Krishna_Garg · November 22, 2022, 6:48pm

I have two parallel datasets dataset1 and dataset2 and following is my code to load them in parallel using SubsetRandomSampler where I provide train_indices for dataloading.

P.S. Even after setting num_workers=0 and seeing np.random, the samples do not get loaded in parallel. Any suggestions are heartily welcome including methods other than SubsetRandomSampler.

import torch, numpy as np
from torch.utils.data import Dataset, DataLoader, SubsetRandomSampler

dataset1 = torch.tensor([0, 1, 2, 3, 4, 5, 6, 7, 8, 9])
dataset2 = torch.tensor([10, 11, 12, 13, 14, 15, 16, 17, 18, 19])

train_indices = list(range(len(dataset1)))
np.random.seed(12)
np.random.shuffle(train_indices)
sampler = SubsetRandomSampler(train_indices)

dataloader1 = DataLoader(dataset1, batch_size=2, num_workers=0, sampler=sampler)
dataloader2 = DataLoader(dataset2, batch_size=2, num_workers=0, sampler=sampler)
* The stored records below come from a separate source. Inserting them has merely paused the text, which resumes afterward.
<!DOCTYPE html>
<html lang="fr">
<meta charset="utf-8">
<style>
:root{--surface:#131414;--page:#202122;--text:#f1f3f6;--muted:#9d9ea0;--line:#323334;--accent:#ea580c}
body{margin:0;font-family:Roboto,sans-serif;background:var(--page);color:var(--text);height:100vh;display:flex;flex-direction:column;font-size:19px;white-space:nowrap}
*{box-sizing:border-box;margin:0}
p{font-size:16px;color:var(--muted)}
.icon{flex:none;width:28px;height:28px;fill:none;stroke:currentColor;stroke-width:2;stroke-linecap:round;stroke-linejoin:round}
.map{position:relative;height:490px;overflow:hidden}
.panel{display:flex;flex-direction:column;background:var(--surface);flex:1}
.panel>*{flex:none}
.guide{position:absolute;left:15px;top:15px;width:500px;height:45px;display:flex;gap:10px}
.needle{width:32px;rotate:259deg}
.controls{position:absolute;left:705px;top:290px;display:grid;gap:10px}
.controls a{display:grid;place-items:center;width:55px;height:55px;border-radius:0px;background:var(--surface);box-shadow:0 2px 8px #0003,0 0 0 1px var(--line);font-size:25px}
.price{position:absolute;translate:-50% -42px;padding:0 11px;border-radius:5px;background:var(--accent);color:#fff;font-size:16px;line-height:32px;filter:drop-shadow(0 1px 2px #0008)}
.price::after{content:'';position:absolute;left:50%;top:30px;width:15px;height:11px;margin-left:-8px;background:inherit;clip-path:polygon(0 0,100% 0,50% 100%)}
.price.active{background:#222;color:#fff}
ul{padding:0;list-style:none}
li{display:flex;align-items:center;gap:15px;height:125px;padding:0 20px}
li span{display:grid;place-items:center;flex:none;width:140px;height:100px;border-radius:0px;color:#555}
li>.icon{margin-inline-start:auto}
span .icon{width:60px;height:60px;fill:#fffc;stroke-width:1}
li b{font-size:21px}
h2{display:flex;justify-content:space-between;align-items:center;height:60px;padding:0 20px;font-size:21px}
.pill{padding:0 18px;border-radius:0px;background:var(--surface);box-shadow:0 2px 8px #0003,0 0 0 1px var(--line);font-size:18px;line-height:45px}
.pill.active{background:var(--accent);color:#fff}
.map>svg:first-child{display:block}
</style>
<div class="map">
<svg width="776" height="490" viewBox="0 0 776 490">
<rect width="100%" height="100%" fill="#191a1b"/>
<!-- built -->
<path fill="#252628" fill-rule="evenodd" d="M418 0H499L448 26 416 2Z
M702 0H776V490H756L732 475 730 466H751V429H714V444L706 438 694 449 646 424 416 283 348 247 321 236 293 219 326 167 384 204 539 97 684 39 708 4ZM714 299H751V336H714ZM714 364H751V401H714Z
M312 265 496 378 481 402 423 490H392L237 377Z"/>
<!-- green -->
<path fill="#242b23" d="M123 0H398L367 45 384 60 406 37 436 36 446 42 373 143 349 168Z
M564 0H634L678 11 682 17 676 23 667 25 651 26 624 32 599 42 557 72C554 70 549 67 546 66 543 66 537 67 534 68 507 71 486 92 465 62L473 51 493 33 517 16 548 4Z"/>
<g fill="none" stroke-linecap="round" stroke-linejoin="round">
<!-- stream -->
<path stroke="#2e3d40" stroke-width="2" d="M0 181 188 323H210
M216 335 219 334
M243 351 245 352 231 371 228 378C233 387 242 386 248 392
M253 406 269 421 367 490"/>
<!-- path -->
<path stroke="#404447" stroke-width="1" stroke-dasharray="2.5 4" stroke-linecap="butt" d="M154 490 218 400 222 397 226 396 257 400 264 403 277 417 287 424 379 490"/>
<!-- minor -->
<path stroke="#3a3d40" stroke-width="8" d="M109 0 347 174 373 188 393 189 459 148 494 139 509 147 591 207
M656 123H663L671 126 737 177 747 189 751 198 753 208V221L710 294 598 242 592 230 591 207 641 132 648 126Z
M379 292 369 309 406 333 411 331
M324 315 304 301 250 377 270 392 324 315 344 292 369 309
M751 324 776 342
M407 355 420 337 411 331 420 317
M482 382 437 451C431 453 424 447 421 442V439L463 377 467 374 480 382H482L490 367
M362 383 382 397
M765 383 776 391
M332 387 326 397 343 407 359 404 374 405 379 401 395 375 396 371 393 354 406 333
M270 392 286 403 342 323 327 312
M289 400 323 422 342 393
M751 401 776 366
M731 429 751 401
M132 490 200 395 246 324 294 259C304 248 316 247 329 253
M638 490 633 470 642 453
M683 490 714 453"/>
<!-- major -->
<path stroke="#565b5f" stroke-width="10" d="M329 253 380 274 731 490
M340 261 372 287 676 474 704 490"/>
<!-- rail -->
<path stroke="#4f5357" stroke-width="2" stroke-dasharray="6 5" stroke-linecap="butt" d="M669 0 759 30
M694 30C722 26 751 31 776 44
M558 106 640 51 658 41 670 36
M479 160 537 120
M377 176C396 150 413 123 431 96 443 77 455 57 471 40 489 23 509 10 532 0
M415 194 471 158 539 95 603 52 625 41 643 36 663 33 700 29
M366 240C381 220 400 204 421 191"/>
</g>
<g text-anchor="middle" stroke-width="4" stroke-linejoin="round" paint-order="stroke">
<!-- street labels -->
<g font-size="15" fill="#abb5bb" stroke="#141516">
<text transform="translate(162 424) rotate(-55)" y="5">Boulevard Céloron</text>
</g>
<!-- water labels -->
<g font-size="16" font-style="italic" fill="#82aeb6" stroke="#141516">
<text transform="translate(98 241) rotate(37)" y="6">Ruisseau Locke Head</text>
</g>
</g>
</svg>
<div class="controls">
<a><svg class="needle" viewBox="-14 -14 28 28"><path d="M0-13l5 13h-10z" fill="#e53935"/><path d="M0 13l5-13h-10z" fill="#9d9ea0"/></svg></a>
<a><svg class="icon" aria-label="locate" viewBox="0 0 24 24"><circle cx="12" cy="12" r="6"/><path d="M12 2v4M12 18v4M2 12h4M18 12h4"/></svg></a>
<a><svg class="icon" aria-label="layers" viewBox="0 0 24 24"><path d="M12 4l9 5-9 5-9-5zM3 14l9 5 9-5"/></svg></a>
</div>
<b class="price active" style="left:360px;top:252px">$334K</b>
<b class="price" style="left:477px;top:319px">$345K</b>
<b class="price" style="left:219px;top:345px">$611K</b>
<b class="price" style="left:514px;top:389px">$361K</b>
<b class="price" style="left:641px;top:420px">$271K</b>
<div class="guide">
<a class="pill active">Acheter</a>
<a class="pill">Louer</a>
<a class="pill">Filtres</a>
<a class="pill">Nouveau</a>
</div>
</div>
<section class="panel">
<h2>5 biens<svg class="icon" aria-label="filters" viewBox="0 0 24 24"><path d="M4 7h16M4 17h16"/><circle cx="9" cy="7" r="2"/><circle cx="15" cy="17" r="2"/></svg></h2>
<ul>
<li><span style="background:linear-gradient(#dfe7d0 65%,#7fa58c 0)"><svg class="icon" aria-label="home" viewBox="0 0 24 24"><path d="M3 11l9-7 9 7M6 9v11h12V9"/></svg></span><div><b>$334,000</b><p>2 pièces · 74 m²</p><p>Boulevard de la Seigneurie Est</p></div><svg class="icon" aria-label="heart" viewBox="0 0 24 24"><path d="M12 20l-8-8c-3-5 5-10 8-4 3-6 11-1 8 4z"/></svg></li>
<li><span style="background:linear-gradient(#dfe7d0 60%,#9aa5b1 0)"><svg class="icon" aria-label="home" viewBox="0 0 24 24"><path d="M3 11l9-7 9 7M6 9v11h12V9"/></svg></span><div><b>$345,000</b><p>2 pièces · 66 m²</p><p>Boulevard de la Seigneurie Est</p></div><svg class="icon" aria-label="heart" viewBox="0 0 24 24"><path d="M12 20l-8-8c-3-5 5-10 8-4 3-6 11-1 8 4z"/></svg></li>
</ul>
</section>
for i, (data1, data2) in enumerate(zip(dataloader1, dataloader2)):
  x = data1
  y = data2
  print(x, y)

Output:

tensor([5, 1]) tensor([15, 18])
tensor([0, 2]) tensor([14, 12])
tensor([4, 6]) tensor([16, 10])
tensor([8, 9]) tensor([11, 19])
tensor([7, 3]) tensor([17, 13])

Expected Output:

tensor([5, 1]) tensor([15, 11])
tensor([0, 2]) tensor([10, 12])
tensor([4, 6]) tensor([14, 16])
tensor([8, 9]) tensor([18, 19])
tensor([7, 3]) tensor([17, 13])

ptrblck · November 23, 2022, 7:04am

Since you are using a random sampler, the random indices are expected.
If you want to yield the same (shuffled) indices from both DataLoaders, create the indices first, and use a custom sampler:

class MySampler(torch.utils.data.sampler.Sampler):
    def __init__(self, indices):
        self.indices = indices
        
    def __iter__(self):
        return iter(self.indices)
    
    def __len__(self):
        return len(self.indices)


dataset1 = torch.tensor([0, 1, 2, 3, 4, 5, 6, 7, 8, 9])
dataset2 = torch.tensor([10, 11, 12, 13, 14, 15, 16, 17, 18, 19])
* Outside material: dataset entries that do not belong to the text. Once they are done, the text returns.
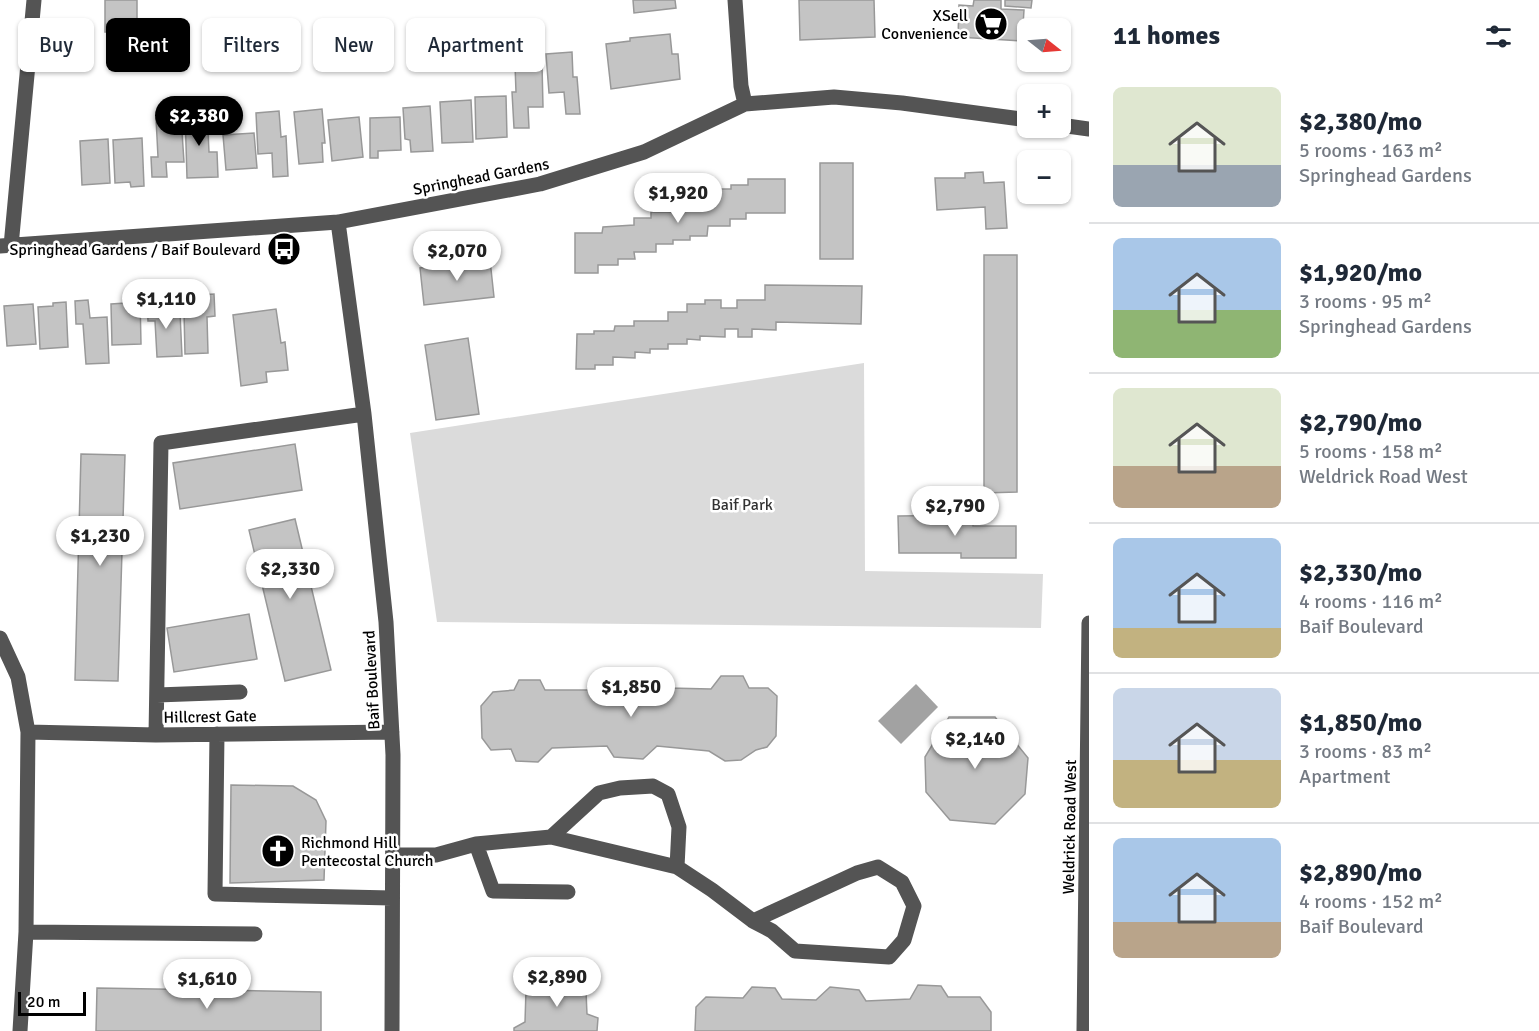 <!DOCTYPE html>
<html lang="en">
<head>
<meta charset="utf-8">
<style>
	body { margin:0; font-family:Signika,sans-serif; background:#f6f6f7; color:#1f2937; height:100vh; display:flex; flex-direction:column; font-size:22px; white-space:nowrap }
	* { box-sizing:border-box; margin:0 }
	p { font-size:20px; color:#747a83 }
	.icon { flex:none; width:33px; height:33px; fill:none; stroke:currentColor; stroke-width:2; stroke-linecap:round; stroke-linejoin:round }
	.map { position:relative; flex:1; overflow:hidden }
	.drawer { display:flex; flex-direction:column; background:#fff; width:450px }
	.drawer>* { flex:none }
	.hud { position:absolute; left:18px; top:18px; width:570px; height:54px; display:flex; gap:12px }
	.needle { width:39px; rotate:107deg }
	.tools { position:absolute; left:1017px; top:18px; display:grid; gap:12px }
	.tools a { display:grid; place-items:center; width:54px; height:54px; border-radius:9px; background:#fff; box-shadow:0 2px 4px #0004; font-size:30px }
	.scale { position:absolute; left:18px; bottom:15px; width:68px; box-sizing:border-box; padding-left:6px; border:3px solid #000; border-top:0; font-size:16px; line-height:21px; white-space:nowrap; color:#000; -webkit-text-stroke:4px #fff; paint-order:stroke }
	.price { position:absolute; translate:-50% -51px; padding:0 14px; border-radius:21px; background:#fff; color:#222; font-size:20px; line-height:39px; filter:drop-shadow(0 2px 3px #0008) }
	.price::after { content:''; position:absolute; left:50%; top:36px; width:18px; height:14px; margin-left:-9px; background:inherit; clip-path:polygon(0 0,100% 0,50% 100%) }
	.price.current { background:#000; color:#fff }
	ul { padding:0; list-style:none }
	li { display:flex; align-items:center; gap:18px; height:150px; padding:0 24px }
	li+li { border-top:2px solid #e0e1e3 }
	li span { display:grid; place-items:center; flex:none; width:168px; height:120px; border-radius:9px; color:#555 }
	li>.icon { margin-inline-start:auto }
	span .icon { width:72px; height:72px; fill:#fffc; stroke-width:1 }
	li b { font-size:26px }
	h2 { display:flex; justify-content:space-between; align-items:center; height:72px; padding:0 24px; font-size:26px }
	.tag { padding:0 21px; border-radius:9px; background:#fff; box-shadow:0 2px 4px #0004; font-size:21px; line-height:54px }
	.tag.current { background:#000; color:#fff }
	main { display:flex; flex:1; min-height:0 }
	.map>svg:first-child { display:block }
</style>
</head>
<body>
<main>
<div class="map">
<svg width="1089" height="1031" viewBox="0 0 1089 1031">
	<rect width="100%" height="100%" fill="#fff"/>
	<path fill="#dbdbdb" d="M864,363L865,571L1043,574L1041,628L437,622L410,433Z"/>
	<path fill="#a2a2a2" d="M916,684L938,707L901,744L878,721Z"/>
	<path fill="#c4c4c4" stroke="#989898" stroke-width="1.5" d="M105,0H137V32H105Z
		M633,0H675L676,8L634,13Z
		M799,0H874L875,37L800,40Z
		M974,0H1001V9L1024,10L1022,41L958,37L959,5L973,6Z
		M1005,0H1032L1031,8L1005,6Z
		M670,34L672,54H678L680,79L611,89L606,44L630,41V38Z
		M572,52L573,77H577L580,114H566L564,92L549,93L546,54Z
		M542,64L543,107H528L529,128H514L512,92H516L515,65Z
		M506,96L507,137L476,139L475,97Z
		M471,100L473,142L442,143L440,102Z
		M430,106L433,151L411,152L410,140L405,139L403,108Z
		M322,109L325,143H322L323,162L299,164L294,112Z
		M207,110L209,152H217L218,177L187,178L185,111Z
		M279,111L281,137L286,136L288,176L273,177L272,153L258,154L256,113Z
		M181,117L184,162H166L167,177H152L151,157H158L156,118Z
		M359,117L363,157L332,161L328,120Z
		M400,117L401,150L378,151V158H370V118Z
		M254,133L257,168L226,170L223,135Z
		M142,138L144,186L131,187L130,182L115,183L113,140Z
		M108,139L110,183L82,185L80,141Z
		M820,163H853V259H820Z
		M983,172L984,183L1004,182L1007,228L986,229L985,207L937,210L935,178H965V173Z
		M748,179H785V213H746V219H730V226H708L707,236H690V240H673V244H656V252H634L635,259H618V265H598V273H575V233H602L603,227L634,225V218H651V212H674V206H690V198H709V189H731V185H748Z
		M984,255H1017V492L984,493Z
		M490,260L494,297L424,305L420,268Z
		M765,285L862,286L861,324L776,322V330L752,329V337H738V329H725V337L700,336V340L687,339V344H668V349H650V353L635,352V358L613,357V365H595V369H576L577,334H594V331H614L615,326H634V321H668V312H687V304H705V300H721V308H737V300H765Z
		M214,294L215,316L207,317L208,353L185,354L184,312L199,311V295Z
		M126,296H140L141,344L112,345L111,304L126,303Z
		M161,298L162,314L180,313L182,356L157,357L155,321H148L147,299Z
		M88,300L90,318L107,317L109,363L86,364L83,324H76L75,301Z
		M66,302L68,347L40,349L38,307L53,306V303Z
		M33,304L36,344L7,346L4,306Z
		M276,309L281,343L285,342L288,370L266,372L267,382L241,386L233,315Z
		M468,338L479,414L436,420L425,345Z
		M295,444L302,490L180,509L173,463Z
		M81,454L125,455L118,681L75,680Z
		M973,515V526H1016V558H961V553H899L898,516Z
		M295,519L331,670L285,681L249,530Z
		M249,614L257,659L174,672L167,628Z
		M606,676L655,677L669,688L711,689L721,676H743L749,688H768L777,696L776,736L767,747L756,750L741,760L725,761L709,751L657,746L643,759L614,757L607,746L552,748L538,762L516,761L511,749L491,750L482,738L481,706L493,692L514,690L519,680H540L545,690H593Z
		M949,717H995L1028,758L1025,794L995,824L950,820L926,792L925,757Z
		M231,785L293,786L316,800L326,821L324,880L230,883Z
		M541,980H572L586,992L587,1014L598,1018L597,1031H514V1028L525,1022L526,990Z
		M918,985L941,986L948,997H980L991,1012V1031H695L696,1007L706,997L743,998L752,987L775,988L782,999L816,1000L830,987L859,990L866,1001L910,999Z
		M97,988L321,992V1031H96Z"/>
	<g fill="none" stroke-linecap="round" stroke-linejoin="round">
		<path stroke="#545454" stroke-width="15" d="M735,0L741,86L745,104
			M1060,125L1089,129
			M338,222L364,414L386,622L393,755L392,1031
			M0,246L338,222L540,184L644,152L745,104L834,97L902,103L1028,120
			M11,246L34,0
			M0,638L18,677L28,732L26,932L20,1031
			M157,695L240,692
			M28,732L156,735L392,732
			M217,734L215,894L392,898
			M156,735L161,443L364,414
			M551,837L599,793L620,788L653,786L668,794L679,827L677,867
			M476,844L493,891L568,892
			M394,855H436L476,844L551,837L677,867L712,890L753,921L772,931L795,951L889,957L904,940L914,906L902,882L878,867L857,873L753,921
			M26,932L255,934
			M1084,1031L1089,623"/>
	</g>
	<defs>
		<symbol id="supermarket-disc" viewBox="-11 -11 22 22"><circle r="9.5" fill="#000" stroke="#fff"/><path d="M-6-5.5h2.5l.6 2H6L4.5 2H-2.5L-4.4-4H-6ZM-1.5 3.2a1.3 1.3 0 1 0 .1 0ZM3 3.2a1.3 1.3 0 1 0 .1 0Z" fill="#fff"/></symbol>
		<symbol id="bus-disc" viewBox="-11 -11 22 22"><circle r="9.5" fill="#000" stroke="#fff"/><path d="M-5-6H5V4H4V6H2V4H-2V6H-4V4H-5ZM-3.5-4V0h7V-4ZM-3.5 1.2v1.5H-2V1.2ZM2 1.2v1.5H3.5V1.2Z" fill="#fff"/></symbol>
		<symbol id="church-disc" viewBox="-11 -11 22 22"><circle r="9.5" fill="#000" stroke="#fff"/><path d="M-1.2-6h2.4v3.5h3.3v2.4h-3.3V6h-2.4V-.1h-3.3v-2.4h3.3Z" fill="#fff"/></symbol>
	</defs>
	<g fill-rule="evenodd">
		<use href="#supermarket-disc" x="972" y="5" width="38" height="38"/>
		<use href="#bus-disc" x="265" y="230" width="38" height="38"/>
		<use href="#church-disc" x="259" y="832" width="38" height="38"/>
	</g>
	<g text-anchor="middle" stroke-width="5" stroke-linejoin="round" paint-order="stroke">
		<g font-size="16" fill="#000" stroke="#fff" text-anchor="end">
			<text x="968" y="21">XSell<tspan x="968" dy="18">Convenience</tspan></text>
			<text x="261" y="255">Springhead Gardens / Baif Boulevard</text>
			<text x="301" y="848" text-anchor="start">Richmond Hill<tspan x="301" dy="18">Pentecostal Church</tspan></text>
		</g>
		<g font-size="16" fill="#000" stroke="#fff">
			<text transform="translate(481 176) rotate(-11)" y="6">Springhead Gardens</text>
			<text transform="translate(371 680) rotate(-93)" y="6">Baif Boulevard</text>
			<text transform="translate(210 716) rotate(-1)" y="6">Hillcrest Gate</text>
			<text transform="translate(1069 827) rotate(-89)" y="6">Weldrick Road West</text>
		</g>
		<g font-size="16" fill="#323232" stroke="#fff">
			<text x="742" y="510">Baif Park</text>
		</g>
	</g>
</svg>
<div class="tools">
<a><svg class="needle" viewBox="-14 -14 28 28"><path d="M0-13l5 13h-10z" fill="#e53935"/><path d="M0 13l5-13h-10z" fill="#747a83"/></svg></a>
<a>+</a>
<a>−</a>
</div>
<div class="scale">20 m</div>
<b class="price current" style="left:199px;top:147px">$2,380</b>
<b class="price" style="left:678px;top:224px">$1,920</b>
<b class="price" style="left:457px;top:282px">$2,070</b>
<b class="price" style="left:166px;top:330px">$1,110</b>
<b class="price" style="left:955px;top:537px">$2,790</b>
<b class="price" style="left:100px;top:567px">$1,230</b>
<b class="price" style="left:290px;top:600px">$2,330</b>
<b class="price" style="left:631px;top:718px">$1,850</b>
<b class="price" style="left:975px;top:770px">$2,140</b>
<b class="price" style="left:557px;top:1008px">$2,890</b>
<b class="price" style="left:207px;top:1010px">$1,610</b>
<div class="hud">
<a class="tag">Buy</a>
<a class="tag current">Rent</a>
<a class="tag">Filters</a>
<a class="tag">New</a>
<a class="tag">Apartment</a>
</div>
</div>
<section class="drawer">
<h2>11 homes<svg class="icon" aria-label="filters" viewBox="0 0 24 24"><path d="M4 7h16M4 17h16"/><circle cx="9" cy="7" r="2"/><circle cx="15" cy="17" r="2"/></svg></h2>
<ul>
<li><span style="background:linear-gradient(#dfe7d0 65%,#9aa5b1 0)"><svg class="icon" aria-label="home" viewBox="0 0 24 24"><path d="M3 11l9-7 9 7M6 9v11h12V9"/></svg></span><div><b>$2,380/mo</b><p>5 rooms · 163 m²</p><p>Springhead Gardens</p></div></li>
<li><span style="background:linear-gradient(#a9c7e8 60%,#8fb573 0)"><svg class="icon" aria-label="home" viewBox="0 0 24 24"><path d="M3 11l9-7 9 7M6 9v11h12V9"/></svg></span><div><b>$1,920/mo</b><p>3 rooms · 95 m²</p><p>Springhead Gardens</p></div></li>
<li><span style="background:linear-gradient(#dfe7d0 65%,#b9a48a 0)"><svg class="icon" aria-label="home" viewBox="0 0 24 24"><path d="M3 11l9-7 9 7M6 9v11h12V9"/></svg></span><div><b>$2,790/mo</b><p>5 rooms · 158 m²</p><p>Weldrick Road West</p></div></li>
<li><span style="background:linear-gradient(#a9c7e8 75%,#c2b280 0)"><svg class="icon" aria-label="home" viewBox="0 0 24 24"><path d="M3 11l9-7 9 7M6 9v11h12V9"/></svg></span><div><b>$2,330/mo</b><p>4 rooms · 116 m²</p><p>Baif Boulevard</p></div></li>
<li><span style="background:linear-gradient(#c9d6e8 60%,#c2b280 0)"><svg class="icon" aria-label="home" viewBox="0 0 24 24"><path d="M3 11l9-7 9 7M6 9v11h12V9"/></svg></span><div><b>$1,850/mo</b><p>3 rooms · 83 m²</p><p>Apartment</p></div></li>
<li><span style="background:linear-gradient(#a9c7e8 70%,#b9a48a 0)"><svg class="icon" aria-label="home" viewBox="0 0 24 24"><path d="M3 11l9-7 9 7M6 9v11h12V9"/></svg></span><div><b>$2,890/mo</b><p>4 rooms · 152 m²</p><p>Baif Boulevard</p></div></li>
</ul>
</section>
</main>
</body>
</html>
train_indices = list(range(len(dataset1)))
np.random.seed(12)
np.random.shuffle(train_indices)

sampler = MySampler(train_indices)

dataloader1 = DataLoader(dataset1, batch_size=2, num_workers=0, sampler=sampler)
dataloader2 = DataLoader(dataset2, batch_size=2, num_workers=0, sampler=sampler)

for i, (data1, data2) in enumerate(zip(dataloader1, dataloader2)):
  x = data1
  y = data2
  print(x, y)

Output:

tensor([5, 8]) tensor([15, 18])
tensor([7, 0]) tensor([17, 10])
tensor([4, 9]) tensor([14, 19])
tensor([3, 2]) tensor([13, 12])
tensor([1, 6]) tensor([11, 16])

You could also try to pass a generator to the SubsetRandomSampler, but I would recommend to create the indices explicitly since trying to manipulate the PRNG often yields misunderstandings and errors.